▸ Requirement
From the entries below, copy out every line with "place" in it.

Collection entries

----

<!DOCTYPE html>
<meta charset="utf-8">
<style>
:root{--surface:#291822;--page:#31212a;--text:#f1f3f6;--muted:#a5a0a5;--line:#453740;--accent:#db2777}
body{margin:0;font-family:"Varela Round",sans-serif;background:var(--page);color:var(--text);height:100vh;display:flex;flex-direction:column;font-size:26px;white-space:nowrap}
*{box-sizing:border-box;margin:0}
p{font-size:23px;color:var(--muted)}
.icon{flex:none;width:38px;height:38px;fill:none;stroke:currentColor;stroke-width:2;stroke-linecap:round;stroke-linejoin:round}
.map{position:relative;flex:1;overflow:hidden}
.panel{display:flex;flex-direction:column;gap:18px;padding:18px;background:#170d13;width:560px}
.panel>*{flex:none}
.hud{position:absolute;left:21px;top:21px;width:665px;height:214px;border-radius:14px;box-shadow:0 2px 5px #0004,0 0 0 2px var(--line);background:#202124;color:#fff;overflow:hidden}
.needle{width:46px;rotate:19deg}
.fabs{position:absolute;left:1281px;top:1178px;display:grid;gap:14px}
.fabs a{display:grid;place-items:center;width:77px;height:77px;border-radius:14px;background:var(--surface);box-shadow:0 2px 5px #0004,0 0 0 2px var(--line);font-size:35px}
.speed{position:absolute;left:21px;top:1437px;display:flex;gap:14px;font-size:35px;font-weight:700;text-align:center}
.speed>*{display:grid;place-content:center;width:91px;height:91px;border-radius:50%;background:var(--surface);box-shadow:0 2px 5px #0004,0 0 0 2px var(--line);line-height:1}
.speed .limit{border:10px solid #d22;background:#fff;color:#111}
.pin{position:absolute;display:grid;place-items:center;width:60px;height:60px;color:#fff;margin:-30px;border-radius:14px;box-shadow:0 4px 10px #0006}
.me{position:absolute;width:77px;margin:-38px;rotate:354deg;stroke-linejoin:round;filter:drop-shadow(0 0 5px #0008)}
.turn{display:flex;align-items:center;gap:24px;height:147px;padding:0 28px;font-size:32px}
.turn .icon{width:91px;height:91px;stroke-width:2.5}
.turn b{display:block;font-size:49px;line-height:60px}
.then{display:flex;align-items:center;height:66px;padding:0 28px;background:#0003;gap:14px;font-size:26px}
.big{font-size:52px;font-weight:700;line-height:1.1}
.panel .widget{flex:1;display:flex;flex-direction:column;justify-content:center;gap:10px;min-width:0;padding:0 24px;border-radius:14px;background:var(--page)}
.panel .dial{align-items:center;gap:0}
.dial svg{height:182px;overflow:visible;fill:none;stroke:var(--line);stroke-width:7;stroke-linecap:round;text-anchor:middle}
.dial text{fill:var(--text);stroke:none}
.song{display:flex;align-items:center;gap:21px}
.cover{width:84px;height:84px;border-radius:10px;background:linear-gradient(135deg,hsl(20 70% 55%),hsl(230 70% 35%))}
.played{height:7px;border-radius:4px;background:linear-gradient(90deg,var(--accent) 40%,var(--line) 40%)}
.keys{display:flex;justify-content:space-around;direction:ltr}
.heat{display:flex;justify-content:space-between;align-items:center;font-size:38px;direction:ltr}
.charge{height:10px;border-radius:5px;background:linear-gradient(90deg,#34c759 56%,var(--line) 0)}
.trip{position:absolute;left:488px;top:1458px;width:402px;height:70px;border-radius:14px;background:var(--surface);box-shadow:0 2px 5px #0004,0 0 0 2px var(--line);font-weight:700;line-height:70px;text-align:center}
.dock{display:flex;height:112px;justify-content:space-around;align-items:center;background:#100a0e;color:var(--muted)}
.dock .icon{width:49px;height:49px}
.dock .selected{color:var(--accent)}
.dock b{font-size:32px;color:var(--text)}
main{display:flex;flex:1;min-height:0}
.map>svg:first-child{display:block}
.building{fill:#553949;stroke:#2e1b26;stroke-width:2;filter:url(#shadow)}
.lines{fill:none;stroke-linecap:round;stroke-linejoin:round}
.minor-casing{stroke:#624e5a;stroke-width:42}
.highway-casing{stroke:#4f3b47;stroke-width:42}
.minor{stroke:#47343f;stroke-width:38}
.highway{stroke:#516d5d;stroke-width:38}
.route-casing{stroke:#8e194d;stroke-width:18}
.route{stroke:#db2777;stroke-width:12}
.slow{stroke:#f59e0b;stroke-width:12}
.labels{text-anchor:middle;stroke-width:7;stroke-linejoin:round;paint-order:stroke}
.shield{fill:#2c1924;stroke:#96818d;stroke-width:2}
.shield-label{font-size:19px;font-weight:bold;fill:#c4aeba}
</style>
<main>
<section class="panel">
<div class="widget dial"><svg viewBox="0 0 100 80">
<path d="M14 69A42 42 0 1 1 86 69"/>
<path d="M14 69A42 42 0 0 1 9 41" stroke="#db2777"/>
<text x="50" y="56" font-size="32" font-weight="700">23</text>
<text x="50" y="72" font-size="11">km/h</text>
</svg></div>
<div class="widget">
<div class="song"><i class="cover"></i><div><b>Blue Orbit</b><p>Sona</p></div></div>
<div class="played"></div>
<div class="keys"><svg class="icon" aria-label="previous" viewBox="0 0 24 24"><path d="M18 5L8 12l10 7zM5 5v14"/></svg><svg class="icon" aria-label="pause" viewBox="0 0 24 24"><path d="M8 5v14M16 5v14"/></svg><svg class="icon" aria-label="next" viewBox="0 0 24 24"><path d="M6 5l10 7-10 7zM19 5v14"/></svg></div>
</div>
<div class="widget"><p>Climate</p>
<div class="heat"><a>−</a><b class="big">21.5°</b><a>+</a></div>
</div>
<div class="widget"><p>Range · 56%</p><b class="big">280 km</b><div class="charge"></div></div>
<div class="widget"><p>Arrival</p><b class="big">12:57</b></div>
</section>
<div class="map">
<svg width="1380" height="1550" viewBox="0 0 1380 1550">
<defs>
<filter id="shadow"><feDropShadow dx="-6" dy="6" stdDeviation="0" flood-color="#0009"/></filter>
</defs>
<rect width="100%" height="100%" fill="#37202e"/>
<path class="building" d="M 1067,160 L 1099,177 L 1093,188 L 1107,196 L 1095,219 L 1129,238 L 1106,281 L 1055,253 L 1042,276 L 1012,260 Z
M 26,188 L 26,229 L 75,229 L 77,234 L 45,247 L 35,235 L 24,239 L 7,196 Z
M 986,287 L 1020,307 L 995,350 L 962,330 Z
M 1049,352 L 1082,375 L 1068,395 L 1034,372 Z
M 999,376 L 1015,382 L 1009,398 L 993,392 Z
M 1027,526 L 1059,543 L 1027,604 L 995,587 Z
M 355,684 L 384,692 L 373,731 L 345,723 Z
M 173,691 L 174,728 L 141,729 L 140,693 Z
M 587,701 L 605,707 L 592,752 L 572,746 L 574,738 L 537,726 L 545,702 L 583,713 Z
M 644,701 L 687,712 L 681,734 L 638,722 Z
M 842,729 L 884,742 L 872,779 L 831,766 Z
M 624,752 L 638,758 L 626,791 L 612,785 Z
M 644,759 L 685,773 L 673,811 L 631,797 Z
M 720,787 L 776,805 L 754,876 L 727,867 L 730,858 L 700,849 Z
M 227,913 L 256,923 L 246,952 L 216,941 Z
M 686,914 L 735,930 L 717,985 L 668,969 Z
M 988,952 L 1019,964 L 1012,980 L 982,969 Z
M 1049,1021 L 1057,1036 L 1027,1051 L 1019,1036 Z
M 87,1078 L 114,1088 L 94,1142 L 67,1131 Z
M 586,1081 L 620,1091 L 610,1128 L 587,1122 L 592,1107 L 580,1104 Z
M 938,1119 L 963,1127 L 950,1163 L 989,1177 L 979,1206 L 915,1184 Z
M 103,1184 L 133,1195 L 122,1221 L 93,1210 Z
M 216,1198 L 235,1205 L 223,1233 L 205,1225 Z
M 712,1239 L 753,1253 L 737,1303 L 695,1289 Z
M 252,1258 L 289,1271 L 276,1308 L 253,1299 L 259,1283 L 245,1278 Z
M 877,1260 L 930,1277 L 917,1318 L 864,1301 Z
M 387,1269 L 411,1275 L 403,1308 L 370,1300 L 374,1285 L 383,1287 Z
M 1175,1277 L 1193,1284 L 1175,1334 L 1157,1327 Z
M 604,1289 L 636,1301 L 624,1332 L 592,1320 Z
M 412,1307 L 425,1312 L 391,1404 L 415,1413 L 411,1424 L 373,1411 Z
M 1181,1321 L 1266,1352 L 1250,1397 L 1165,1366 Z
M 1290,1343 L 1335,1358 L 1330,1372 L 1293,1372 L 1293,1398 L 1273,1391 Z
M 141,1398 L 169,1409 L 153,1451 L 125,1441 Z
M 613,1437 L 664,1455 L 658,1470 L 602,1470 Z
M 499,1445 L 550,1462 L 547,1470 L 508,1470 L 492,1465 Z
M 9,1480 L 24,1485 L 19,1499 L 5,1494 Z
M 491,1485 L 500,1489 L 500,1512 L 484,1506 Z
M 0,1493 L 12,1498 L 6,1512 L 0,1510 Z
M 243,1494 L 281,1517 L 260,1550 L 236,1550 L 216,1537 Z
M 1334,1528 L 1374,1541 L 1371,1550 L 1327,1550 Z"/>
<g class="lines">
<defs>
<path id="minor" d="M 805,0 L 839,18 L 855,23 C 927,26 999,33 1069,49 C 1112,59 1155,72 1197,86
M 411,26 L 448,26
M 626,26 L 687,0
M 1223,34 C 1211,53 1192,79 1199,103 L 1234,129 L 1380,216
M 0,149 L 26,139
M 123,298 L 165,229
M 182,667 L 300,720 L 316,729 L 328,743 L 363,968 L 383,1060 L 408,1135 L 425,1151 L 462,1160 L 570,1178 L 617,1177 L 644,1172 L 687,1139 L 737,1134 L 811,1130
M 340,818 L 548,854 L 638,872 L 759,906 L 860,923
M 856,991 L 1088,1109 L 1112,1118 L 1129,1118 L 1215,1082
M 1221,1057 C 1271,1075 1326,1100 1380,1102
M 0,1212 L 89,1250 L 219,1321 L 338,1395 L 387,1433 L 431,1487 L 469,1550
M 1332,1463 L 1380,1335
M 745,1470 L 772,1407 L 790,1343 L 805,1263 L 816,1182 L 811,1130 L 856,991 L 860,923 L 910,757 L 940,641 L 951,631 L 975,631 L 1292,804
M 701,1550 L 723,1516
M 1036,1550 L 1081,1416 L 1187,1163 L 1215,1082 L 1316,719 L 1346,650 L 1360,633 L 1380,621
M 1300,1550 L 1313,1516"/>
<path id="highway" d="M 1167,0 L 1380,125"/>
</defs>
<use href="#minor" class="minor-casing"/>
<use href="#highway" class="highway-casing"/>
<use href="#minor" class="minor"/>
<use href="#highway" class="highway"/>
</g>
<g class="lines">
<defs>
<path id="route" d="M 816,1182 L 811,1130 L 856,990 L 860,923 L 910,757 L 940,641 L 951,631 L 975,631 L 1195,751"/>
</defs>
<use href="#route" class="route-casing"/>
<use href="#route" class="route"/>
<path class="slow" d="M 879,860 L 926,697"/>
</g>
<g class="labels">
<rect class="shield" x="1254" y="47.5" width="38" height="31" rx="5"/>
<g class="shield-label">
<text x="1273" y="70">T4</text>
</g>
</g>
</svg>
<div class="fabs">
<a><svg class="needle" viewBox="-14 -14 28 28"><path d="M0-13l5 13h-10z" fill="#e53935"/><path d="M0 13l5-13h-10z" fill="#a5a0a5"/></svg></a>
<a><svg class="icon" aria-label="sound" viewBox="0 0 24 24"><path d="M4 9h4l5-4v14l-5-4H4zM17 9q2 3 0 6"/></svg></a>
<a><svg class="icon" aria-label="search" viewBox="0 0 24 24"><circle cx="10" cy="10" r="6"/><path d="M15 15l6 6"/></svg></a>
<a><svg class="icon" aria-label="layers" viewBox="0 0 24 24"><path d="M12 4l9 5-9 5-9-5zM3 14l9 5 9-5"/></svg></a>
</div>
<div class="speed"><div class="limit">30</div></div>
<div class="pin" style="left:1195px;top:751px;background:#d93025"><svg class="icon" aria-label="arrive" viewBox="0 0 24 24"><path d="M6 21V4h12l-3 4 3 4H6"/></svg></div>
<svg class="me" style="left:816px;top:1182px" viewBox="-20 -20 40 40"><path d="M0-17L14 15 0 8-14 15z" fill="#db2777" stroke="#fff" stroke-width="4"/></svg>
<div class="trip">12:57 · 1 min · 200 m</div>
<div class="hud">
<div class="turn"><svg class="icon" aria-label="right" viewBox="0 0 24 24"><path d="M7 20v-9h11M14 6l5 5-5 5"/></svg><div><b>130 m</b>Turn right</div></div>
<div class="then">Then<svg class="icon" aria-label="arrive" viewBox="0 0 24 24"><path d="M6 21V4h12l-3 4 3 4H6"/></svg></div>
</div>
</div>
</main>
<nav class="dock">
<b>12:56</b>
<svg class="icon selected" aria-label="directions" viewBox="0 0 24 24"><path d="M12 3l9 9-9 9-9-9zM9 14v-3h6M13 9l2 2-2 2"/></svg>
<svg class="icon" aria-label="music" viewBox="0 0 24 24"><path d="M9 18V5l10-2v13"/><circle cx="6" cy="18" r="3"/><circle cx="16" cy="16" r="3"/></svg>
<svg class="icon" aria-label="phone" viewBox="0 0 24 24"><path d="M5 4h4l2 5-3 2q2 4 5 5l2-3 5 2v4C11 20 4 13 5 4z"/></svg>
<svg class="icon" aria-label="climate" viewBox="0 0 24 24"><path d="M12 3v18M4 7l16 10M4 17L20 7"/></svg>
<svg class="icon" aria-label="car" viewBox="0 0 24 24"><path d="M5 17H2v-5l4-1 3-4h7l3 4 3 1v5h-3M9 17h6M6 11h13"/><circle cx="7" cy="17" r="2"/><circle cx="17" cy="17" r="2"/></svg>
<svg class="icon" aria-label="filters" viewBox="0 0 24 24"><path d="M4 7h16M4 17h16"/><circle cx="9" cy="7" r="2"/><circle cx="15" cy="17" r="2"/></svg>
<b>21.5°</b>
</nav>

----

▸ Task output
.fabs a{display:grid;place-items:center;width:77px;height:77px;border-radius:14px;background:var(--surface);box-shadow:0 2px 5px #0004,0 0 0 2px var(--line);font-size:35px}
.speed>*{display:grid;place-content:center;width:91px;height:91px;border-radius:50%;background:var(--surface);box-shadow:0 2px 5px #0004,0 0 0 2px var(--line);line-height:1}
.pin{position:absolute;display:grid;place-items:center;width:60px;height:60px;color:#fff;margin:-30px;border-radius:14px;box-shadow:0 4px 10px #0006}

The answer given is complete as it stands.